Sunday, February 24, 2013

Earthquakes in Netherlands

In the Netherlands we have Natural Gas. Unfortunately winning this gas seems to cause some quakes. As quakes go, they are not strong. However, our buildings are not made to resist quakes, before 1986 they were unheard of, so there is some damage. It is now predicted they could get stronger and more frequent. This caused a bit of a stir in the Netherlands and I wondered if I could display the data so I can understand the quakes a bit better.

Reading the data

The source of the data is knmi.nl. I found a spreadsheet with data upto 28 January 2013 called geinduceerde-bevingen-nl.pdf. The data would not convert very well in calibre, but after zooming out, I could ctrl-A, ctrl-C it from Adobe into notepad. As so often, a bit of post processing is needed. These days I tend to do that in R.
library(ggplot2)
# read as lines of text for processing
Datain <- readLines('aardbeving.txt')
head(Datain)
[1] "Geïnduceerde aardbevingen in Nederland"                             
[2] "YYMMDD TIME LOCATION LAT LON X_RD Y_RD INT MAG.DEPTH"               
[3] "19861226 074751.00 Assen 52.992 6.548 232,924 556,587 4.5 2.8 1.0"  
[4] "19871214 204951.05 Hooghalen 52.928 6.552 233,266 549,537 4 2.5 1.5"
[5] "19891201 200914.35 Purmerend 52.529 4.971 126,697 504,593 5 2.7 1.2"
[6] "19910215 021116.54 Emmen 52.771 6.914 257,992 532,491 3.5 2.2 3.0"  
Although not clear from this head, it seems there are a number of problems running this through read.table().
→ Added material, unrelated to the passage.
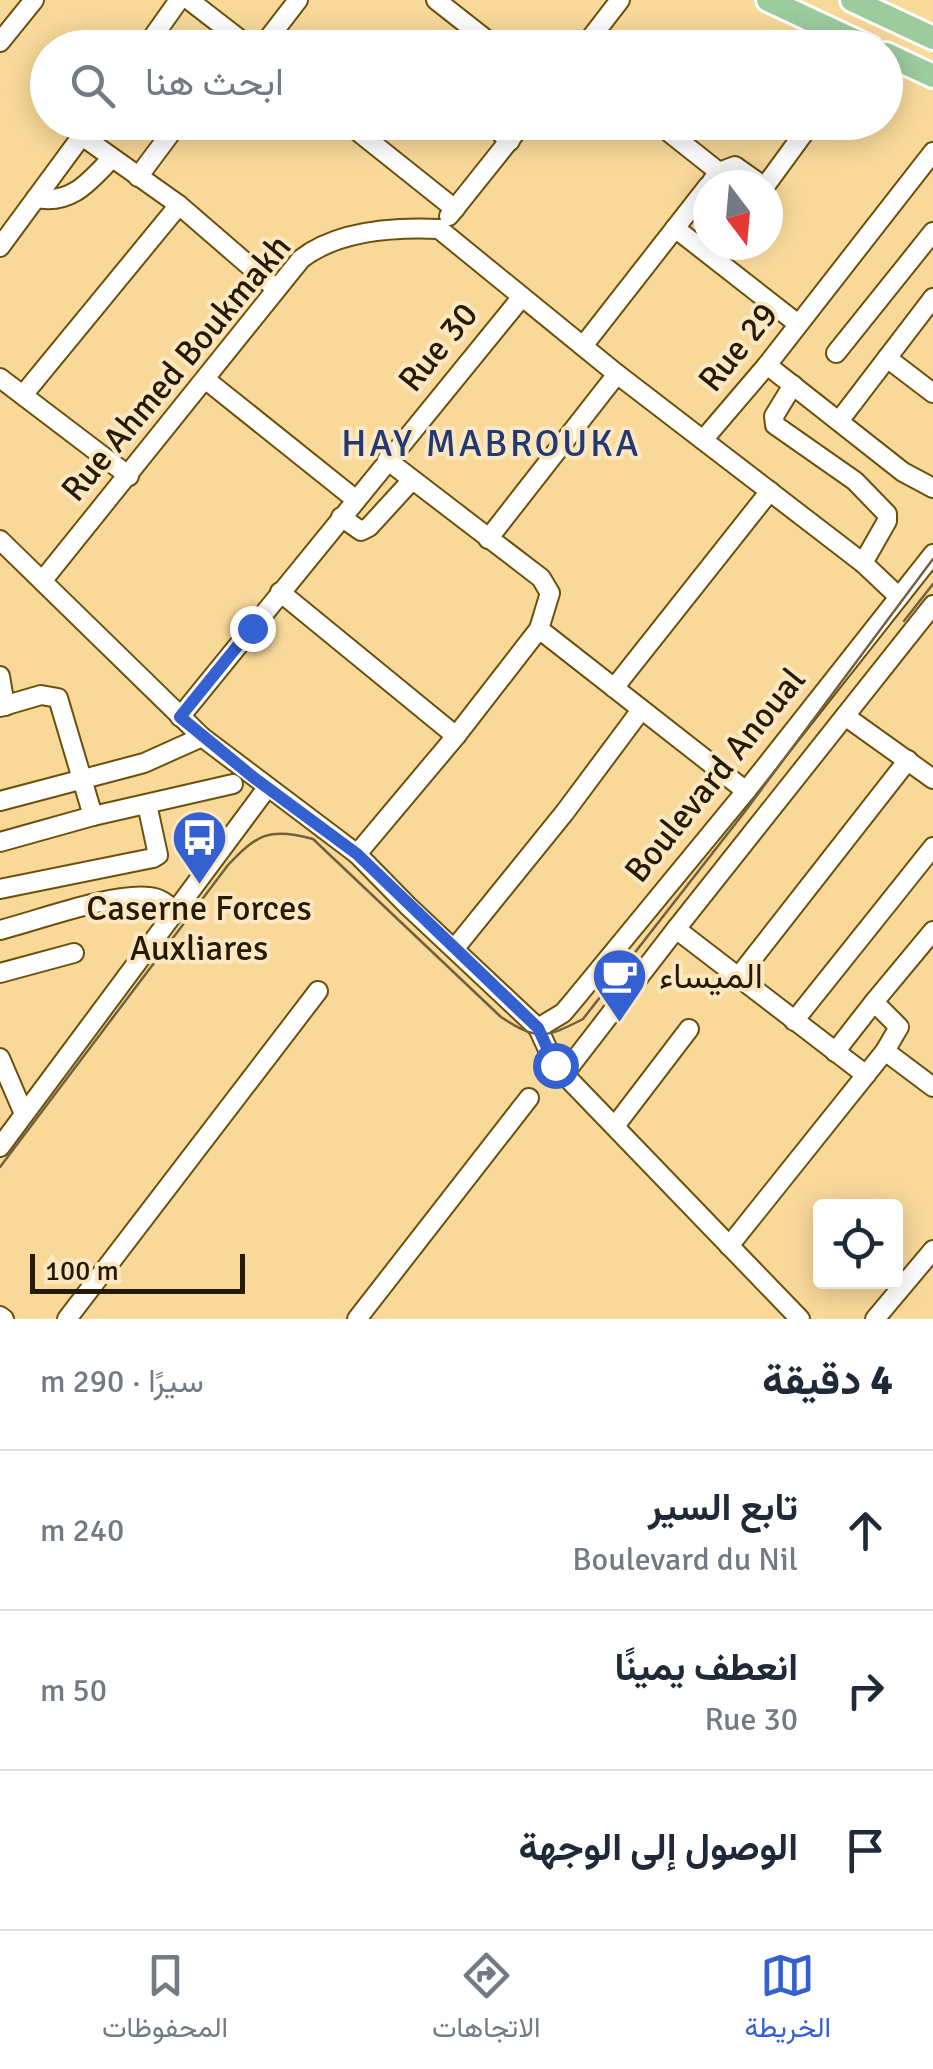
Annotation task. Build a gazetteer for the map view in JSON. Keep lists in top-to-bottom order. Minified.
{"streets":{"street":["Rue 30","Rue 29","Rue Ahmed Boukmakh","Boulevard Anoual"]},"districts":["HAY MABROUKA"],"places":{"bus stop":["Caserne Forces Auxliares"],"cafe":["الميساء"]},"scale_bar":"100 m","north":"bottom","page":{"search":"ابحث هنا","scale":"100 m","heading":["4 دقيقة","سيرًا · 290 m"],"list":[["تابع السير","Boulevard du Nil","240 m"],["انعطف يمينًا","Rue 30","50 m"],"الوصول إلى الوجهة"],"nav":["الخريطة","الاتجاهات","المحفوظات"]}}
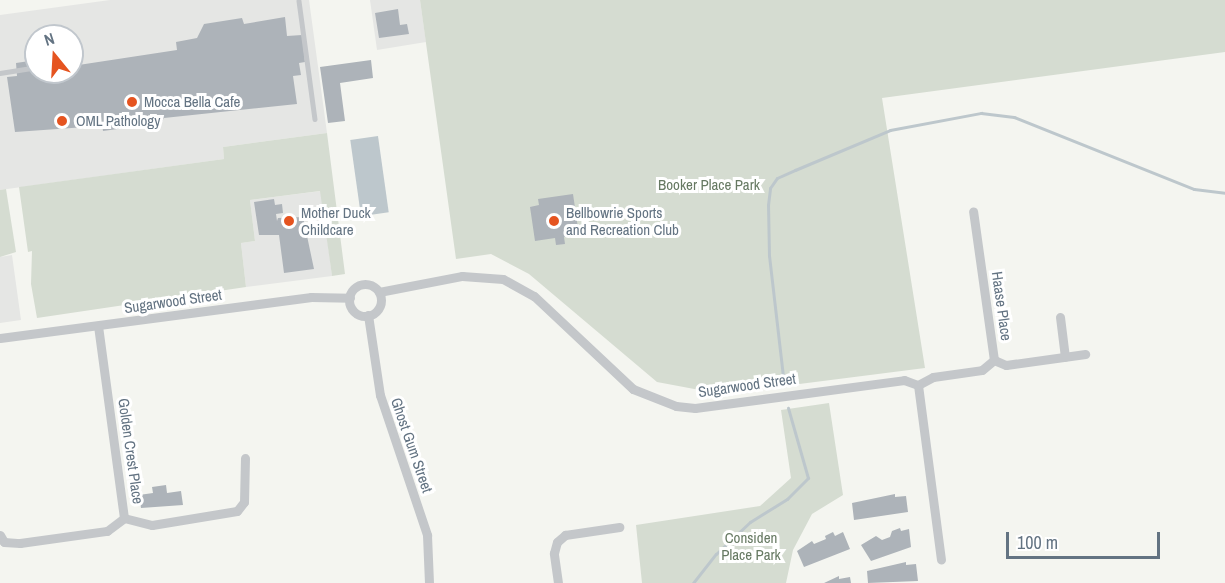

The worst are; each page of the .pdf contains a header, LOCATION can contain a space, INT may be missing, MAG.DEPTH is actually two variables.
#print notes, then remove them
grep('^YYMMDD|Ge|[[:digit:]]{8}',Datain,invert=TRUE,value=TRUE)
[1] "www.knmi.nl"  
[2] "Any use of this material [text, illustrations, graphics] is only permitted when the source www.knmi.nl is acknowledged."
Datain <- grep('^(YYMMDD|[[:digit:]]{8})',Datain,value=TRUE)
#column header is repeated. remove all but first
header <- which(Datain ==Datain[1])
Datain <- Datain[-header[-1]]
# Quote around location names
Datain <- gsub('([[:digit:]]) ([[:alpha:]\'])','\\1 "\\2',Datain,fixed=FALSE)
Datain <- gsub('([[:alpha:]() ]) ([[:digit:]])','\\1" \\2',Datain,fixed=FALSE)
#quote around INT, so it can be read even if it is absent
Datain <- gsub('([[:digit:]]{2,3},[[:digit:]]{3} [[:digit:]]{3},[[:digit:]]{3} )','\\1" ',Datain,fixed=FALSE)
Datain <- gsub('( -?[[:digit:]]*\\.[[:digit:]]* [[:digit:]]*\\.[[:digit:]]*$)',' "\\1',Datain,fixed=FALSE)
# remove one occurence 'not yet known'
Datain <- grep('Nog niet bekend',Datain,value=TRUE,invert=TRUE)
# and split the last two words
Datain <- gsub('MAG.DEPTH','Mag Depth',Datain,fixed=TRUE )
# now read into a dataframe
r1 <- read.table(textConnection(Datain),header=TRUE,
colClasses=c(c('character','character'),rep(NA,8)))
To use the data, I need a proper data-time variable. My interest is limited to Groningen and Drente, so some data is removed. The projection into a map I stole from another blog (rpsychologist.com) and updated for a newer version of ggplot2.
r1$DTC <- as.POSIXct(paste(r1$YYMMDD,r1$TIME),format='%Y%m%d %H%M%S')
r1 <- r1[order(r1$DTC),]
# calc time between Quakes and limit region
r1$diftime <- c(NA,diff(r1$DTC))/3600/24
ylim <- c(52.825,53.5)
xlim <- c(6.3,7.2)
# prepare for plot in map
# source: http://rpsychologist.com/parsing-data-from-a-text-file-and-plotting-where-people-live-using-ggplot2-and-openstreetmaps/
Sys.setenv(NOAWT=1) #call this before loading OpenStreetMap
library(OpenStreetMap)
r1 <- cbind(r1,projectMercator(r1$LAT,r1$LON))
r2 <- r1[r1$LAT>min(ylim) & r1$LON>min(xlim),]

How often?

The first question is: how often are these quakes? I have been using time between quakes as a measure. Since there are loads of quakes, a loess smoothed line is added. I did not use the ggplot2 function for this as I wanted to restrict my axes and that affects the smoother. As a bonus the colour represents magnitude. Nothing much happens in magnitude. KNMI writes (in Dutch) There is an increase in quakes since 2002. I have the feeling it is increasing more and more, but they are restricting in strength categories, so that may explain the difference. I do feel sorry for people having these quakes ever so often and apparently this will continue.
# how often?
lo1 <- loess(diftime ~ as.numeric(DTC),data=r2[-1,] )
lo2 <- loess(Mag ~ as.numeric(DTC),data=r2[-1,] )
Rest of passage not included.